Overview
Commodity strength provided a supportive backdrop for resource equities on January 13, 2026. West Texas Intermediate crude oil rose to $59.71 per barrel, Brent crude climbed to $64.26 per barrel, copper advanced to $5.96 per pound, and gold jumped to $4,614 per troy ounce. Natural gas softened to $3.35 per million British thermal units. These moves coincided with broad market optimism, record highs for the S&P 500, and analyst projections for meaningful earnings growth in 2026.
ETF and Sector Breadth
The sector-level picture showed strong participation. The Materials Select Sector ETF exhibited rare breadth, with all constituent stocks trading above their 50-day moving averages — a technical configuration historically associated with outsized follow-through. The ETF traded near $48.40, posted a year-to-date return in the mid-single digits, and has seen elevated trading volume with assets under management approaching $6 billion.
Energy exposure consolidated after a short pullback, trading in the mid-$40s and maintaining a one-year positive return. Valuation metrics for energy remained relatively attractive on a forward P/E basis, and recent volume spikes signaled institutional accumulation despite extended basing patterns.
Notable Individual Moves
- Freeport‑McMoRan (FCX): Copper strength propelled the stock to new 12‑month highs, with elevated volume and strong analyst sentiment reflecting demand tied to electrification and data-center buildouts.

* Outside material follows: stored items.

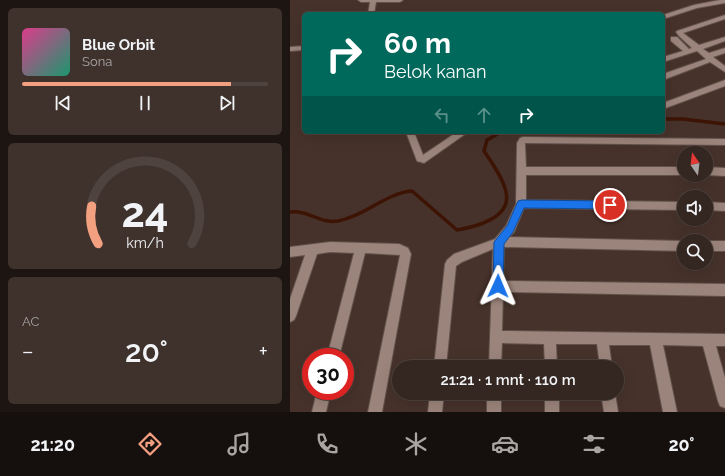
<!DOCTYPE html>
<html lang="id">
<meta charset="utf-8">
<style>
:root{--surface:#342620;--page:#3f322d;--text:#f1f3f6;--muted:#a9a5a5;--line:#4e433e;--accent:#f3a081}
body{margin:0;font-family:Raleway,sans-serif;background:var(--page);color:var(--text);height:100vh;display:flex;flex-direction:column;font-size:15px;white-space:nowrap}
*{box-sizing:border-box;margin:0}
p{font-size:13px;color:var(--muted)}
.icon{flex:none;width:22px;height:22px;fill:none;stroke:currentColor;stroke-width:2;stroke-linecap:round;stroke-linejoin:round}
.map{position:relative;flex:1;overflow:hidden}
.drawer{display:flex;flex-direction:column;gap:8px;padding:8px;background:#1d1512;width:290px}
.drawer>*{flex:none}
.guide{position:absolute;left:12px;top:12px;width:363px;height:122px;border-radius:6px;box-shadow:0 4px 16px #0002,0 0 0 1px var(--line);background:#00695c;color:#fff;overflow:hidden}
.needle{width:26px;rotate:346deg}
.tools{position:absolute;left:387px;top:146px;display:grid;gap:8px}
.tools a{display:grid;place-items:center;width:36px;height:36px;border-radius:50%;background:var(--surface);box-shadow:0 4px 16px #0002,0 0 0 1px var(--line);font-size:20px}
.speed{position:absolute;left:12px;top:348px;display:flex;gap:8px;font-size:20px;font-weight:700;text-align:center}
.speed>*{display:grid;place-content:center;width:52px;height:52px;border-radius:50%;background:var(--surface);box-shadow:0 4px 16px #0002,0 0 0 1px var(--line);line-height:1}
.speed .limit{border:6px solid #d22;background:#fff;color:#111}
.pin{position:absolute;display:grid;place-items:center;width:34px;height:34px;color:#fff;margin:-17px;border:2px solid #fff;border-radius:50%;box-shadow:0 1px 4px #0007}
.me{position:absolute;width:44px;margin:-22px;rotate:1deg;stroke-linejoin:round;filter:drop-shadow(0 0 3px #0008)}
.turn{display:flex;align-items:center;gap:14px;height:84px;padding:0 16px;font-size:18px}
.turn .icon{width:52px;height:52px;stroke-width:2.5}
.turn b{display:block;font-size:28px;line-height:34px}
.lanes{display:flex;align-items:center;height:38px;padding:0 16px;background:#0003;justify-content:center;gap:20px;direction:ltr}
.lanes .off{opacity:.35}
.big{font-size:30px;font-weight:600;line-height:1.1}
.drawer .tile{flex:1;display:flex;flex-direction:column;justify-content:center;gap:6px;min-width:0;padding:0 14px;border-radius:6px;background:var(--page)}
.drawer .dial{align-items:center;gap:0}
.dial svg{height:104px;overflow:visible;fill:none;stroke:var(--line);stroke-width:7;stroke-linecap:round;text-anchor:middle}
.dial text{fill:var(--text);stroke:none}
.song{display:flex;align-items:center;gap:12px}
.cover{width:48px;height:48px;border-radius:6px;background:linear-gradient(135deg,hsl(330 70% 55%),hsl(160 70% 35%))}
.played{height:4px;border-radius:2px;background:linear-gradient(90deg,var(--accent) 85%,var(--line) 85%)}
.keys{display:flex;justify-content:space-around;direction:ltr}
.heat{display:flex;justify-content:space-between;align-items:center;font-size:22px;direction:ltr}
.trip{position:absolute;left:102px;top:360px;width:232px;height:40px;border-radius:20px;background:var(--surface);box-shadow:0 4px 16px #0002,0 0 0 1px var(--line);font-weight:600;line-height:40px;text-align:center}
.tabs{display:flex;height:64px;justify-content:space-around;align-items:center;background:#150f0d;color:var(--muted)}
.tabs .icon{width:28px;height:28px}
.tabs .selected{color:var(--accent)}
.tabs b{font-size:18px;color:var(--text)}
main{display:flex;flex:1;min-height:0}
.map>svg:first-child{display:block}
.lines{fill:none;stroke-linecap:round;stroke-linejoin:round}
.stream{stroke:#3d1404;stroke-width:3.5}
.street-casing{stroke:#62514b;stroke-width:2}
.street{fill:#9b847b;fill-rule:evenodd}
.route{fill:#1a73e8;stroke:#114b97}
</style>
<main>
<section class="drawer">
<div class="tile">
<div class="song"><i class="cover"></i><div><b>Blue Orbit</b><p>Sona</p></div></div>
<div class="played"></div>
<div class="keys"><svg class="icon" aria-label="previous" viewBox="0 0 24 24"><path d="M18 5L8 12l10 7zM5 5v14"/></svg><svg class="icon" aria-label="pause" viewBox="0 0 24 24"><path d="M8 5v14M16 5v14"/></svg><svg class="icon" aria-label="next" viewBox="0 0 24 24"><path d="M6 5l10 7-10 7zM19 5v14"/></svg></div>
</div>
<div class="tile dial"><svg viewBox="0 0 100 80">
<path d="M14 69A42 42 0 1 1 86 69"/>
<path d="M14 69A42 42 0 0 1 9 40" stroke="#f3a081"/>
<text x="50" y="56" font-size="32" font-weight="700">24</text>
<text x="50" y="72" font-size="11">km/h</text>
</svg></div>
<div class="tile"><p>AC</p>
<div class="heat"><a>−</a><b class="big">20°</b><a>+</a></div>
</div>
</section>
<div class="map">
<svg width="435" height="412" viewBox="0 0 435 412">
<rect width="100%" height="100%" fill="#46322b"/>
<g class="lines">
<!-- stream -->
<path class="stream" d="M373 119H393L435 124
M0 212C20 210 29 224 48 221 75 216 96 193 122 191L167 230C185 227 222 218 216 192 213 178 202 163 194 151L197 140 211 132"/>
<!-- street casing -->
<g class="street-casing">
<path id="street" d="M68 0H113L110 2H86L84 14H78L80 2H71Z
M430 0H435V3L407 8 373 19V15L404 5Z
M435 15V19L393 33 409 45 435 37V41L413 49 419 53 435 48V53L423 57 435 66V72L420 62 373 80V74L416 59 407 51 373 62V57L393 51 381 41V37H387L399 49 402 48 389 36 386 32 387 31Z
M14 46V50L0 51V47Z
M435 80V86L373 109V103Z
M116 132H124L133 155 167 132H178L134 163 127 161Z
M233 137 435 139V145L235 143 236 167H394V175H236V200L394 202V210L234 208 224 232 219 237 394 241V251L214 247 213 281 435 284V296L213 292 212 331 435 334V346H426L435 378V408L430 406 428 401 413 346 373 345 387 412H373L360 345H319L322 367H310L307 344H266L267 367H255L254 344 212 343 211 367H199L203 249 172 262 166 266 156 367H144L155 264 157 260 164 254 205 239 216 226 226 204 227 143 230 138Z
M416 167 435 168V176L416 175Z
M416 202 435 203V211L416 210Z
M416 241H435V251H416Z
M40 242 109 244 118 248 121 254 92 412H78L110 255 75 253 49 357H37L64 253 40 252 27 254 6 316 4 320 0 322V299L15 255 0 257V247Z
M27 391H41L36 412H22Z
M140 393H154L152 412H138Z
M197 393H211V412H197Z
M255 393H269V412H255Z
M311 393H325L328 412H314Z"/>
</g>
<!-- street -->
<use href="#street" class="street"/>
</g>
<!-- route -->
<path class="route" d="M232 200 320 201 323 202 325 205 323 208 320 209 234 208 223 232 214 244 213 286 212 290 208 291 204 290 203 286 204 242 217 226 228 201Z"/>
</svg>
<div class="tools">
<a><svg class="needle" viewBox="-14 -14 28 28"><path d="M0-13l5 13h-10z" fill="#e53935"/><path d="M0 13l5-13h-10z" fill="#a9a5a5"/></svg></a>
<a><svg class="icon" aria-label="sound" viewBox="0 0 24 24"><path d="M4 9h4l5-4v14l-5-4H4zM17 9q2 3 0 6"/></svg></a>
<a><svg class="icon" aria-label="search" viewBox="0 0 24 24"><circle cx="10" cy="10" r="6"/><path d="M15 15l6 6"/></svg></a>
</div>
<div class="speed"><div class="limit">30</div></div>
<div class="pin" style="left:320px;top:205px;background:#d93025"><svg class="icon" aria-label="arrive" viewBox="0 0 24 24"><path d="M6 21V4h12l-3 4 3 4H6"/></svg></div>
<svg class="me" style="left:208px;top:286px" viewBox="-20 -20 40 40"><path d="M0-17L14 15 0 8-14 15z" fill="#1a73e8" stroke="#fff" stroke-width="4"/></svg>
<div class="trip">21:21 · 1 mnt · 110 m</div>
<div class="guide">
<div class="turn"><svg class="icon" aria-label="right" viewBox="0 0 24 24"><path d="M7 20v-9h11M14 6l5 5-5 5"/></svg><div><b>60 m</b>Belok kanan</div></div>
<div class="lanes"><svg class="icon off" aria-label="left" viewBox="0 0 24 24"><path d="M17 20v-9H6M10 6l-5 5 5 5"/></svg><svg class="icon off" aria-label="ahead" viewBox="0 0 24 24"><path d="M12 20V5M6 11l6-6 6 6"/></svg><svg class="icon" aria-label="right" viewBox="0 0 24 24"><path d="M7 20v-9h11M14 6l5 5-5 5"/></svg></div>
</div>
</div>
</main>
<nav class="tabs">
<b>21:20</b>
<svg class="icon selected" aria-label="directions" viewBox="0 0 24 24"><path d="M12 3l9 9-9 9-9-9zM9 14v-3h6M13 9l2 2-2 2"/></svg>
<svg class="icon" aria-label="music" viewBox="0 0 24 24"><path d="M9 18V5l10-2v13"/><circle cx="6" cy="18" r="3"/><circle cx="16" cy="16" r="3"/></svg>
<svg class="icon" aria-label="phone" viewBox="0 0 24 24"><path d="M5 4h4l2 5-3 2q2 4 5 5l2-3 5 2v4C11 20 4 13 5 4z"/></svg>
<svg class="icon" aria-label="climate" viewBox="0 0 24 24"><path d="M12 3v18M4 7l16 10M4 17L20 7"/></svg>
<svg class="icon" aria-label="car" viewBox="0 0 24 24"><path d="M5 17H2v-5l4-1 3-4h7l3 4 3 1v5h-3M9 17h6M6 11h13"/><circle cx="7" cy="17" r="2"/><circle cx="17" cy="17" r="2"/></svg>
<svg class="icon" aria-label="filters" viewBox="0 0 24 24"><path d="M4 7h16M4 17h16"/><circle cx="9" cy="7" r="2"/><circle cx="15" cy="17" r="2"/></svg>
<b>20°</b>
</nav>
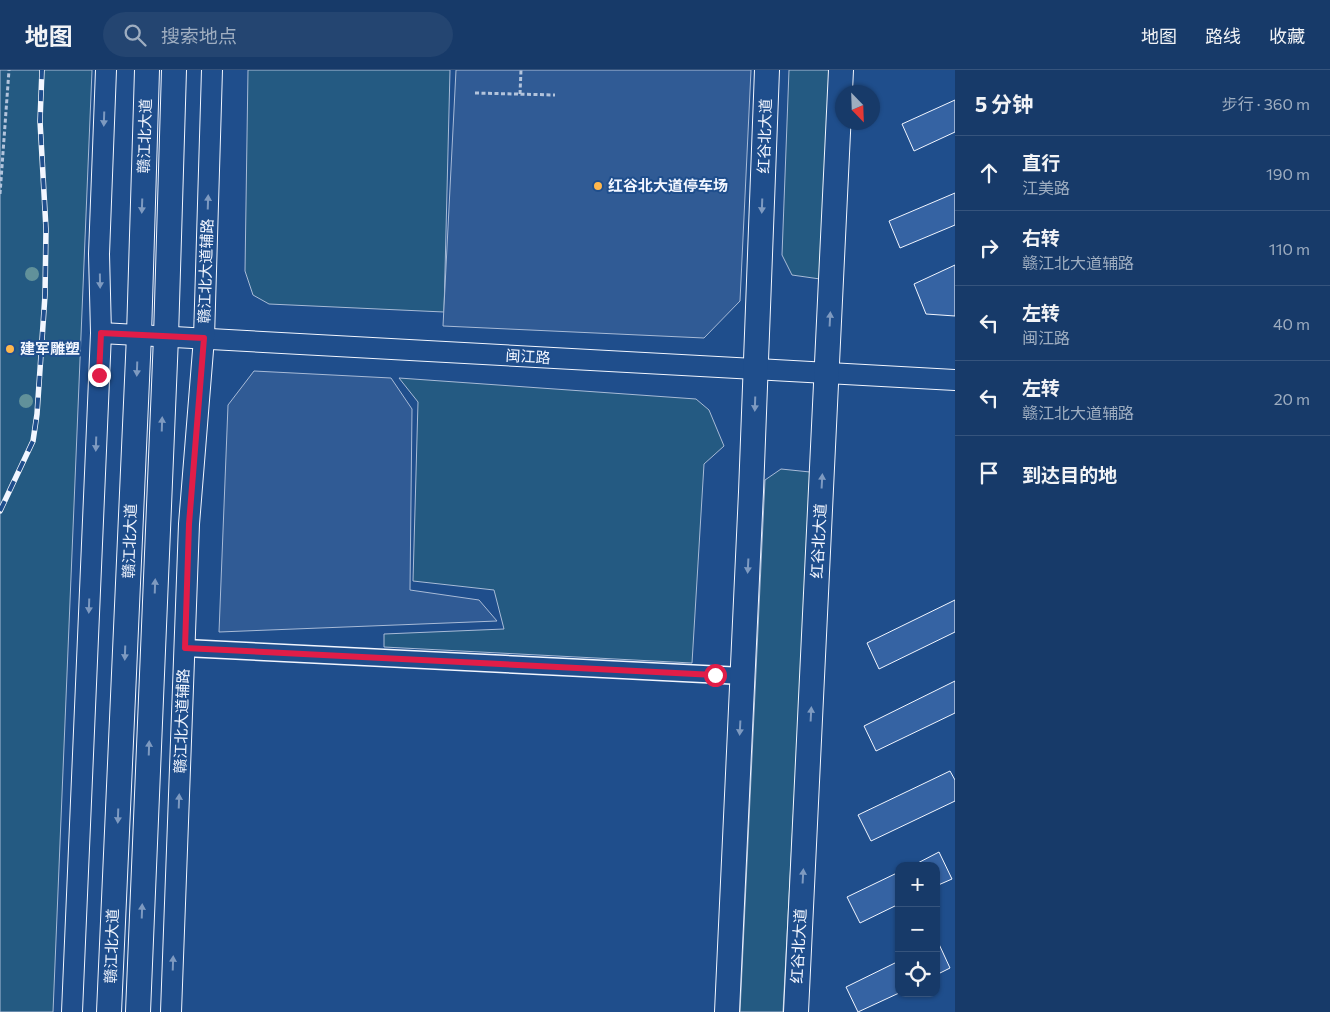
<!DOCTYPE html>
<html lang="zh">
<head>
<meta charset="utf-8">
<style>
  body { margin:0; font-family:Commissioner,"Noto Sans SC",sans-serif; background:#244571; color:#f1f3f6 }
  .controls { position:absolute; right:15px; bottom:15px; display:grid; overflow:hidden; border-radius:10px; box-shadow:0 1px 4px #0004 }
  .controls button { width:45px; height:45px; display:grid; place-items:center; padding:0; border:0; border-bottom:1px solid #36547d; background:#173a69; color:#f1f3f6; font:25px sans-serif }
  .compass { position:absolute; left:835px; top:15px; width:45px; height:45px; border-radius:50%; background:#173a69; box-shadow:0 1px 4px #0004; rotate:157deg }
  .stop { position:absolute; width:15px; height:15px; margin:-11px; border:4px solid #e11d48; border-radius:50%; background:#fff }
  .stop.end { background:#e11d48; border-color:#fff; box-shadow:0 1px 5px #0008 }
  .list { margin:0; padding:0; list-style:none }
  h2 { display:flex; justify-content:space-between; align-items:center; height:65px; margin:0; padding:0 20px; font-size:21px }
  h2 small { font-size:16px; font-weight:400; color:#9eadc0 }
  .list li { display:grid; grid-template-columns:32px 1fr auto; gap:15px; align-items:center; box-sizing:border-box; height:75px; padding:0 20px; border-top:1px solid #36547d }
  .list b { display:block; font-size:19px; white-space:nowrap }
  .list p { margin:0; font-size:16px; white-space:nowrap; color:#9eadc0 }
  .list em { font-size:16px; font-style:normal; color:#9eadc0 }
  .icon { flex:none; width:28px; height:28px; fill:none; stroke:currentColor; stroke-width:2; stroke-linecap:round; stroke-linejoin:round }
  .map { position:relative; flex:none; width:955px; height:942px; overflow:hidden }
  header { display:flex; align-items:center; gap:30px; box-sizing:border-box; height:70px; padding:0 25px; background:#173a69; border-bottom:1px solid #36547d }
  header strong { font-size:24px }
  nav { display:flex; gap:28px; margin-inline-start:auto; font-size:18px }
  .search { width:350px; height:45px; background:#244571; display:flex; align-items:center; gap:12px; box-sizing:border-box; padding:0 18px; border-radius:28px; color:#9eadc0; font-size:19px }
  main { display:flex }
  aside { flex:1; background:#173a69 }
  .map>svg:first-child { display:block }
  .green { fill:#245a82; stroke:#a8bbd7 }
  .parking { fill:#305b95; stroke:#a8bbd7 }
  .building { fill:#3563a3; stroke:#f2f6ff }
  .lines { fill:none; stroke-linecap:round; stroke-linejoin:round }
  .minor-casing { stroke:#f2f6ff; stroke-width:19 }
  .tertiary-casing { stroke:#f2f6ff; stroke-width:22 }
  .secondary-casing { stroke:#f2f6ff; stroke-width:26 }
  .path { stroke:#b3c4dc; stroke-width:3; stroke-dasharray:4 2.5; stroke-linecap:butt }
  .minor { stroke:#1f4e8c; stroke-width:16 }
  .tertiary { stroke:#1f4e8c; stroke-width:20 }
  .secondary { stroke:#1f4e8c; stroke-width:24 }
  .rail-casing { stroke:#f2f6ff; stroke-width:5.5 }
  .rail { stroke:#1f4e8c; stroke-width:4; stroke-dasharray:11; stroke-linecap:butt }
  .tree { fill:#61919a }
  .oneway { fill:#7e9ac0 }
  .route { stroke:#e11d48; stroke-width:6 }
  .poi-dot { fill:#ffb74d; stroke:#1f4e8c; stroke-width:2 }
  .labels { text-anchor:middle; stroke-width:4; stroke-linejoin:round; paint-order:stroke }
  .street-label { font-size:15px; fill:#f2f6ff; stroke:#1f4e8c }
  .poi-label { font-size:15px; font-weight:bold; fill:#f2f6ff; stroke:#1f4e8c; text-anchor:start }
</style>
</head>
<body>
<header>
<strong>地图</strong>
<div class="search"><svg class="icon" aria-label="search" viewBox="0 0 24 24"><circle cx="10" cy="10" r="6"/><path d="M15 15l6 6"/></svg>搜索地点</div>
<nav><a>地图</a><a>路线</a><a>收藏</a></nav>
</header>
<main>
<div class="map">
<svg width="955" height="942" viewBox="0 0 955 942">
  <rect width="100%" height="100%" fill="#1f4e8c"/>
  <g class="green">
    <path d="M0,0h92l-39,942h-53z"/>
    <path d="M248,0h202l-6,242 -175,-8 -16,-9 -8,-24z"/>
    <path d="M789,0h45l-14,209 -28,-4 -10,-20z"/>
    <path d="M399,308l297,21 13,11 15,36 -20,18 -12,199 -308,-16v-13l120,-5 -10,-39 -81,-9 5,-179z"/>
    <path d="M781,399l29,3v28l-27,512h-43l25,-532z"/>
  </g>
  <g class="parking">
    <path d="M456,0h295l-11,231 -36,37 -261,-12z"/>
    <path d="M254,301l137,7 21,31 -2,181 69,10 18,21 -278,11 9,-227z"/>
  </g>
  <g class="building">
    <path d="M955,30v32l-41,19 -12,-27z"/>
    <path d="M955,123v32l-55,23 -11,-27z"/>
    <path d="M955,195v51l-29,-2 -12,-30z"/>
    <path d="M955,530v32l-76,37 -12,-26z"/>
    <path d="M955,611v32l-79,38 -12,-25z"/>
    <path d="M950,701l5,9v21l-84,40 -13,-26z"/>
    <path d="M939,782l13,27 -16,7v-20h-24z"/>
    <path d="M899,802v32l-39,19 -13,-26z"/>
    <path d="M938,872l12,26 -14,7v-32z"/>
    <path d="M899,891v32l-41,19 -12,-25z"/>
  </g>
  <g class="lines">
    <g class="minor-casing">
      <path id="minor" d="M185,578l558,28"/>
    </g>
    <g class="tertiary-casing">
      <g id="tertiary">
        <path d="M101,263l854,47"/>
        <path d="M72,942l29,-679 -2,-79 7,-184"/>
        <path d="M171,942l18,-488 15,-186 8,-268"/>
      </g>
    </g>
    <g class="secondary-casing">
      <g id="secondary">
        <path d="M109,942l30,-677 8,-265"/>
        <path d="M138,942l28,-675 8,-267"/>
        <path d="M727,942l24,-520 16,-422"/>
        <path d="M796,942l45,-942"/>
      </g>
    </g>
    <g class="path">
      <path d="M475,23l80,2"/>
      <path d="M520,24l1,-24"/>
      <path d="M0,124l9,-124"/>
    </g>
    <use href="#minor" class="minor"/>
    <use href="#tertiary" class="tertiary"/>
    <use href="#secondary" class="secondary"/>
    <g class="rail-casing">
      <path id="rail" d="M0,441l33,-70 4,-27 8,-119 1,-66 -6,-108 2,-51"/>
    </g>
    <use href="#rail" class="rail"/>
  </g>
  <g class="tree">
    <circle cx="32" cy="204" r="7"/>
    <circle cx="26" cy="331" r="7"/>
  </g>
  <defs><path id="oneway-solid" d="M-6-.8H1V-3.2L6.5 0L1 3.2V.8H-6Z" transform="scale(1.25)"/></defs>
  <g class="oneway">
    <use href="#oneway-solid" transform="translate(104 49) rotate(92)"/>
    <use href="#oneway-solid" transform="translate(208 132) rotate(-88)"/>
    <use href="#oneway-solid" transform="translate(142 136) rotate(92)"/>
    <use href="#oneway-solid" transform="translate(762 136) rotate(92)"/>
    <use href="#oneway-solid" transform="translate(100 211) rotate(89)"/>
    <use href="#oneway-solid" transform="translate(830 249) rotate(-87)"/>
    <use href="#oneway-solid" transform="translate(137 299) rotate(92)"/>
    <use href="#oneway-solid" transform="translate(755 334) rotate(92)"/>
    <use href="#oneway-solid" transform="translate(162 354) rotate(-88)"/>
    <use href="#oneway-solid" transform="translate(96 374) rotate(92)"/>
    <use href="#oneway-solid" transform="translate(822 411) rotate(-87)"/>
    <use href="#oneway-solid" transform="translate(748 496) rotate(93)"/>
    <use href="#oneway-solid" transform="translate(155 516) rotate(-88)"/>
    <use href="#oneway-solid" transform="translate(89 536) rotate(92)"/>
    <use href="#oneway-solid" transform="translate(125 583) rotate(92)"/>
    <use href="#oneway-solid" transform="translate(811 644) rotate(-87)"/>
    <use href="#oneway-solid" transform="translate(740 658) rotate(93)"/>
    <use href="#oneway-solid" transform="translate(149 678) rotate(-88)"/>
    <use href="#oneway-solid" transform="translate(179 731) rotate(-88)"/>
    <use href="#oneway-solid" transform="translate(118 746) rotate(92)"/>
    <use href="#oneway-solid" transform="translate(803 806) rotate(-87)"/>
    <use href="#oneway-solid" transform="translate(142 841) rotate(-88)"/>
    <use href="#oneway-solid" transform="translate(173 893) rotate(-88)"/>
  </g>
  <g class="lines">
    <path class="route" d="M99,305l2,-42 103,5 -15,186 -4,124 530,27"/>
  </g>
  <g class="poi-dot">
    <circle cx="598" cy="116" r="5"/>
    <circle cx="10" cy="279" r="5"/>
  </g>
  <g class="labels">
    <g class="street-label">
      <text transform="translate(145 66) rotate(-88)" y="5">赣江北大道</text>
      <text transform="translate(765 66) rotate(-88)" y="5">红谷北大道</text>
      <text transform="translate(206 201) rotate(-88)" y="5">赣江北大道辅路</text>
      <text transform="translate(528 287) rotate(3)" y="5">闽江路</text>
      <text transform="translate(130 471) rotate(-88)" y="5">赣江北大道</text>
      <text transform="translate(819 471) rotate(-87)" y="5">红谷北大道</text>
      <text transform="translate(182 651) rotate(-88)" y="5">赣江北大道辅路</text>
      <text transform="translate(112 876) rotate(-88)" y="5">赣江北大道</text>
      <text transform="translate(799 876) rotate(-87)" y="5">红谷北大道</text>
    </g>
    <g class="poi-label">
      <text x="608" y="121">红谷北大道停车场</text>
      <text x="20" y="284">建军雕塑</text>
    </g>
  </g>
</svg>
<div class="controls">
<button>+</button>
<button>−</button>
<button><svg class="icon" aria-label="locate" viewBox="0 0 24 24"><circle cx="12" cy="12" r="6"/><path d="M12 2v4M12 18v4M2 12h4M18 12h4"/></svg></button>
</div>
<svg class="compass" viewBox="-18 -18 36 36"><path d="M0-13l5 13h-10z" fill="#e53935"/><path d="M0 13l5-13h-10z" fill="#9eadc0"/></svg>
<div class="stop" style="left:715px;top:605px"></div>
<div class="stop end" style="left:99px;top:305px"></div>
</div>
<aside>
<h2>5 分钟<small>步行 · 360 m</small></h2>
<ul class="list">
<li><svg class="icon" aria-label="ahead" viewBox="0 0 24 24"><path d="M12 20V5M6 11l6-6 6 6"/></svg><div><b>直行</b><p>江美路</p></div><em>190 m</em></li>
<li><svg class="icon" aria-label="right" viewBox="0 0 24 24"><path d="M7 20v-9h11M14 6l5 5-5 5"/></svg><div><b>右转</b><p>赣江北大道辅路</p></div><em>110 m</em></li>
<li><svg class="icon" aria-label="left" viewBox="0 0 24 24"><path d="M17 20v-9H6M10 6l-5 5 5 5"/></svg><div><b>左转</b><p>闽江路</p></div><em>40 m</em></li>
<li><svg class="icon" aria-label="left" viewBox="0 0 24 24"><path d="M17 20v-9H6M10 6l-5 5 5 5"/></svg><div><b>左转</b><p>赣江北大道辅路</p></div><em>20 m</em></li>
<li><svg class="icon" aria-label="arrive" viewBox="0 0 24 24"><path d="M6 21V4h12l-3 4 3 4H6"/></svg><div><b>到达目的地</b></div></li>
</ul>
</aside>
</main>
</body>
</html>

- Newmont Corporation (NEM): A sizable advance in the gold price lifted the miner, backed by positive fundamentals from central-bank buying and tighter physical supply dynamics.
- Exxon Mobil (XOM) and Chevron (CVX): The majors remained relatively stable — trading with heavy volume, offering dividend yields that attract income-oriented investors, and drawing favorable analyst targets tied to continued production and capital discipline.
- Sherwin‑Williams (SHW): A standout in chemicals and coatings, the company benefited from improving construction indicators and pricing power, reflected in a premium P/E multiple versus peers.
Flows, Sentiment and Positioning
Investor flows and social sentiment highlighted a renewed focus on commodities as a durable theme, with rotation into metals and energy names supported by expectations for lower interest rates and ongoing industrial demand. Institutional positioning emphasized balance‑sheet discipline among producers and measured capital allocation from shale operators, while materials exposure captured upside from infrastructure spending and AI-driven metals demand.
Risk and Catalysts
Geopolitical developments and potential supply changes remain key near‑term catalysts. Reports of resumed Venezuelan exports and tensions in key producing regions add a supply‑side variable that can both support prices and introduce volatility. Conversely, moderating natural gas prices and any unexpected demand weakness would temper gains in select subsegments.
Outlook
With broad technical confirmation in materials and consolidation in energy amid attractive relative valuations, positioning favors continued outperformance where commodity tailwinds intersect with positive earnings revisions. Investors looking for exposure may focus on high‑quality commodity proxies, dividend‑paying integrated producers, and select materials names benefiting from secular demand drivers.
Note: This report is for informational purposes and not investment advice. Investors should perform their own due diligence or consult a financial advisor before making investment decisions.